For feature-by-feature selection as discussed above, the relationship $δ_{r} = δ (Ω_{r}), r = 1, \dots, R,$ is one-to-one, so we can identify $P (δ_{r}) \equiv P (Ω_{r})$ . Then, sampling from $P (Ω)$ in practice amounts to simulating on a feature-by-feature basis whether each feature is selected.

3.5. Choice of feature-selection thresholds

The above simulation and approximation steps require a choice for the P-value cutoff, P_c, used for feature selection. In practice, one can consider a range of P_c-values based on heuristic considerations to encompass the value of P_c that minimizes the expected validation error. In the simulation results here (supplementary material available at Biostatistics online, summarized below), the following heuristics perform well. The lower bound P_L of P_c is set to the value at which the probability of zero true discoveries is 30% because excluding most or all informative features will not lead to good patterns. The upper bound P_U of P_c is the minimum of 2 values. The first is the P_c level at which the probability of including all informative features equals 80%, on the rationale that after including most or all informative features, error rates will only get worse as false features are added. The second is the P_c such that the expected number of uninformative features is $N / 2 - M_{I}$ , that is, the expected total number of features if all truly informative features are included should not exceed $N / 2$ . In scenarios where the second bound was lower than the first, higher P_c would lead to worse validation error rates due to many uninformative features.

3.6. Summary of simulation–approximation method

In summary, the simulation–approximation procedure uses the following steps:

1. Choose Δ, $M_{U}$ , and n to define a study scenario.
2. Choose a useful range of feature-selection thresholds, P_c, which influence how many features are chosen in the feature-selection stage.
3. For each (unique) dimension of Δ and each P_c, use the noncentral t-distribution and/or Monte Carlo methods to estimate
- a) the probability that the feature will be selected,
- b) the expected within-group variances and difference between group means given that the feature is selected.
4. For the Monte Carlo approximation (3.12), generate a sample of training feature combinations, ${Ω^{(l)}}$ , for which the generalization error will be approximated.
5. For each training feature combination, use the variances and mean differences given that the features are selected to approximate the generalization error using either (3.8) or (3.9) with the calculations in the supplementary material available at Biostatistics online.
6. Sum the terms in (3.12).

4. SIMULATION STUDY

Results of simulations of 7 realistic study designs are detailed in the supplementary material available at Biostatistics online.

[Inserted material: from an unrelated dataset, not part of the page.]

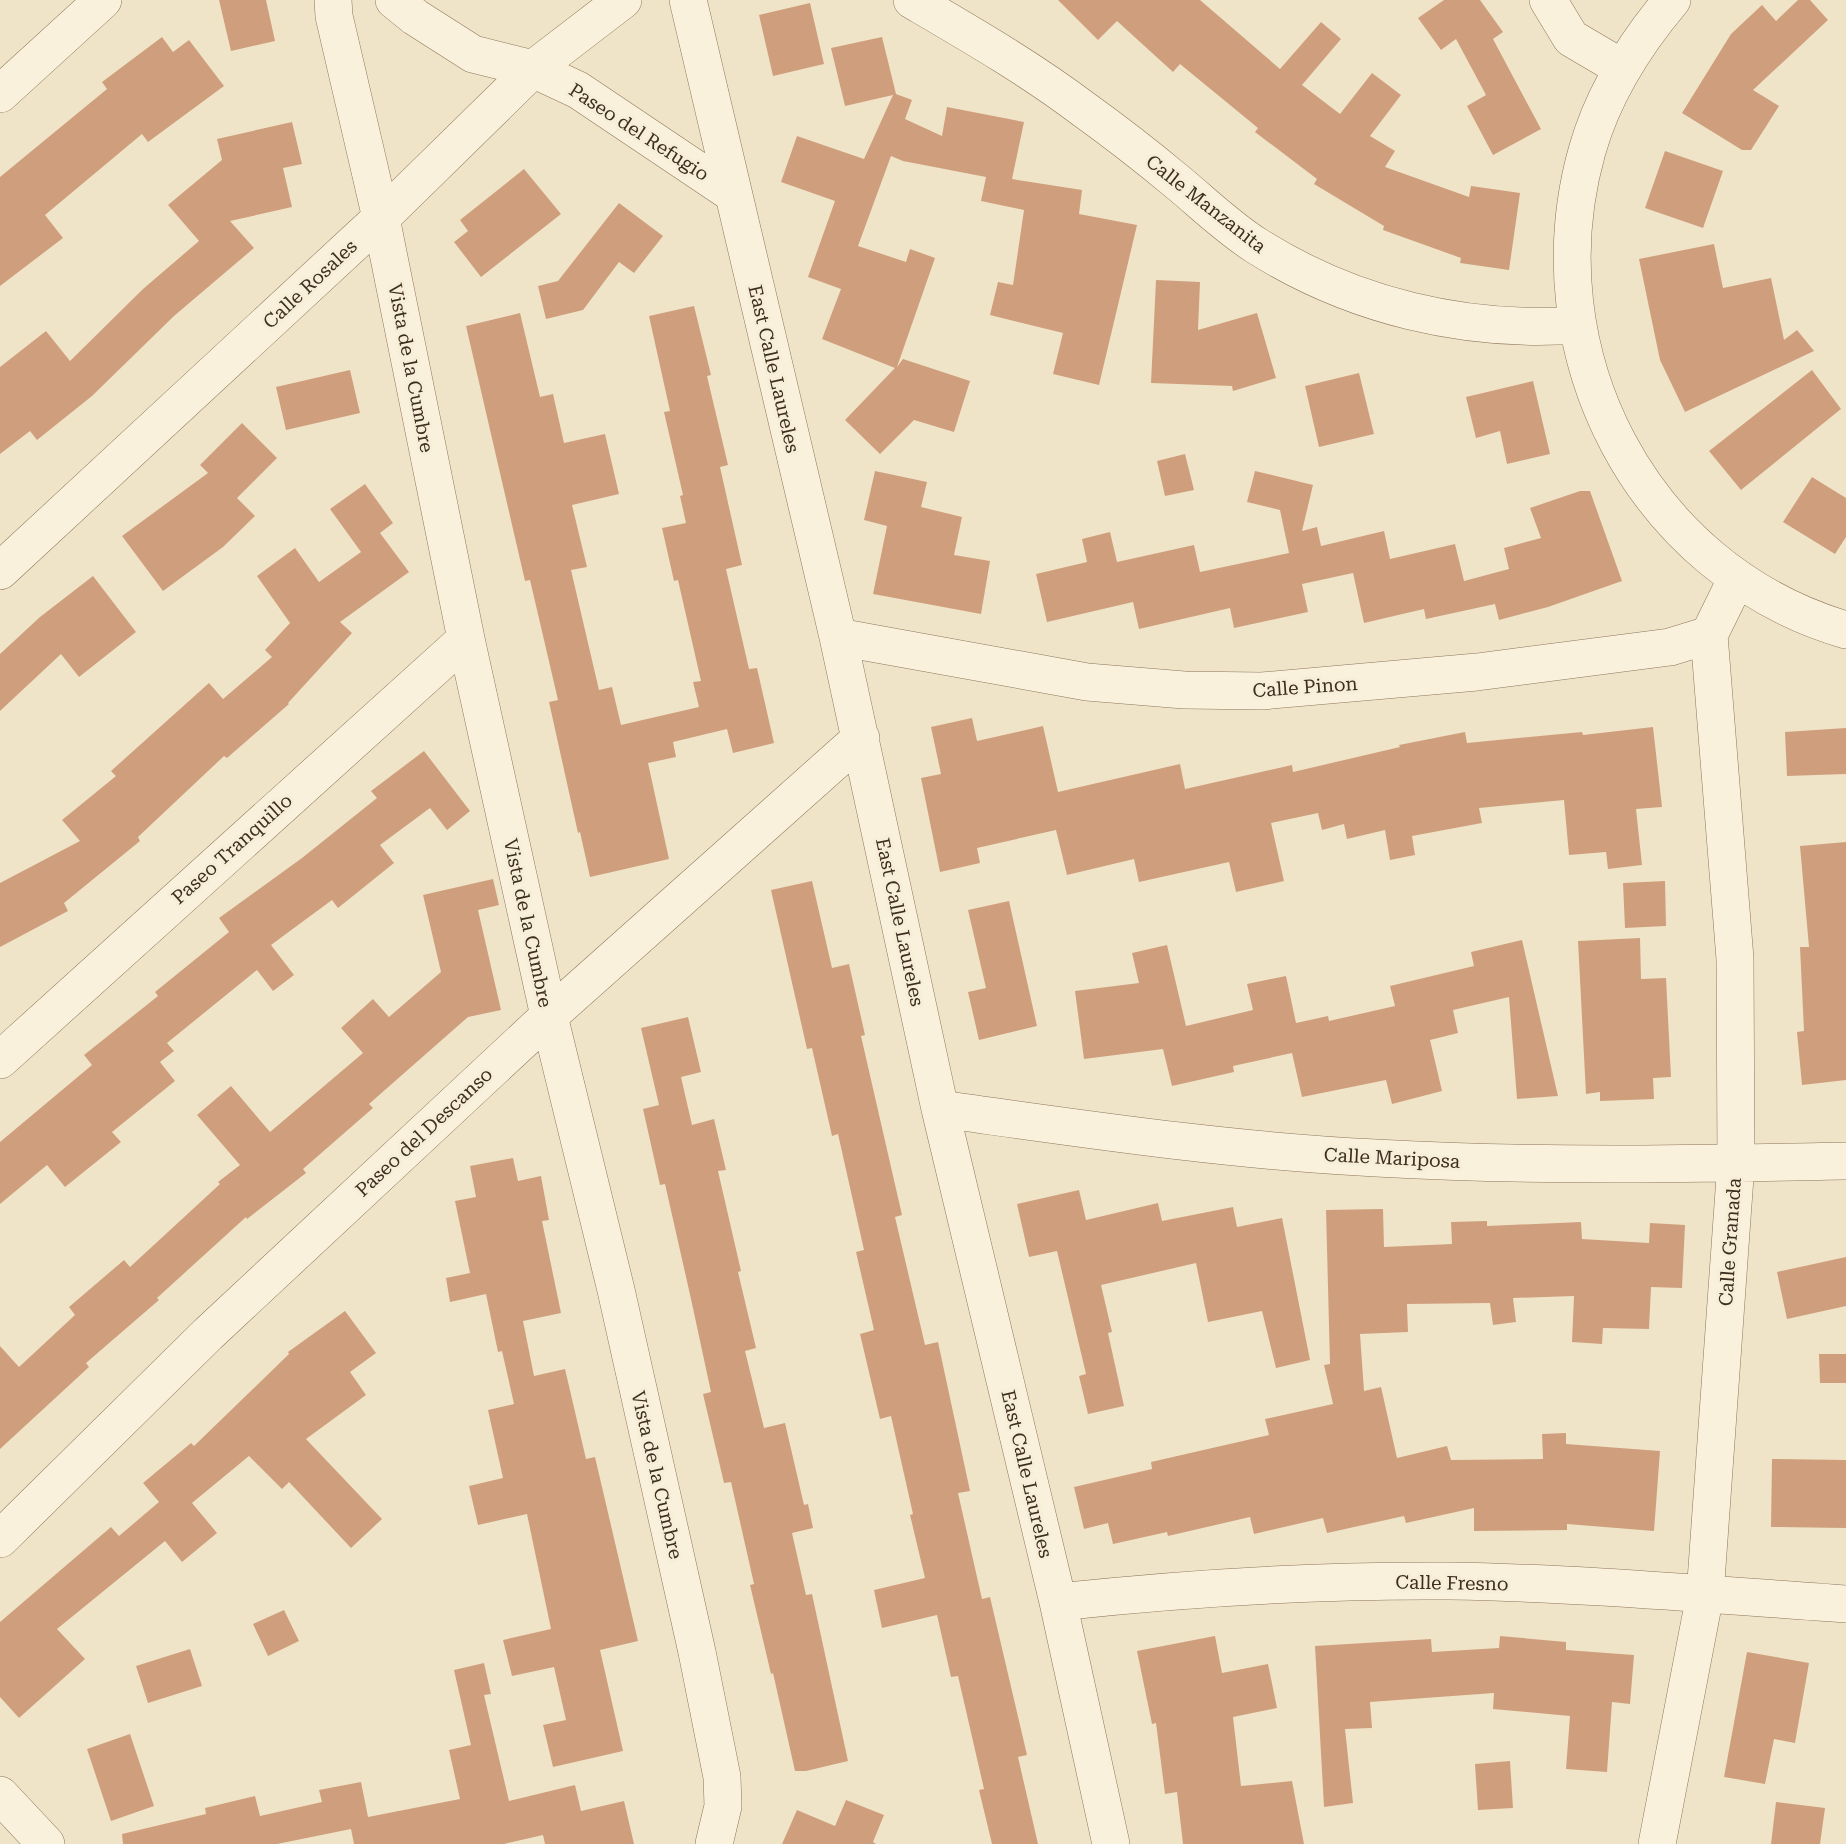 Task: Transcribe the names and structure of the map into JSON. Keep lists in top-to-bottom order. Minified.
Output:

The first 6 scenarios consider optimal (i.e. Bayes) error rates of 0.05, 0.10, and 0.20 with either 3 (few strong) or 12 (many weak) truly informative dimensions, while the seventh considers optimal error of 0.05 from 46 (very many, very weak) dimensions. All scenarios use equal discovery sample sizes for control and disease groups, $n_{1} = n_{2}$ , with the same mean difference for all informative dimensions and 10 patients per group for validation power. The simulation–approximation is accurate with the normal score approximation in all scenarios and with the delta approximation in all scenarios except for very many, very weak true features. Both methods are most accurate when most of the variation in generalization error is due to variation in which features are selected rather than in discriminant parameters given the feature space. Much larger numbers of truly informative dimensions would render the approximations inaccurate, and, moreover, suggest methods beyond basic linear discriminant analysis (LDA), such as shrinkage methods to constrain high variances in estimated patterns.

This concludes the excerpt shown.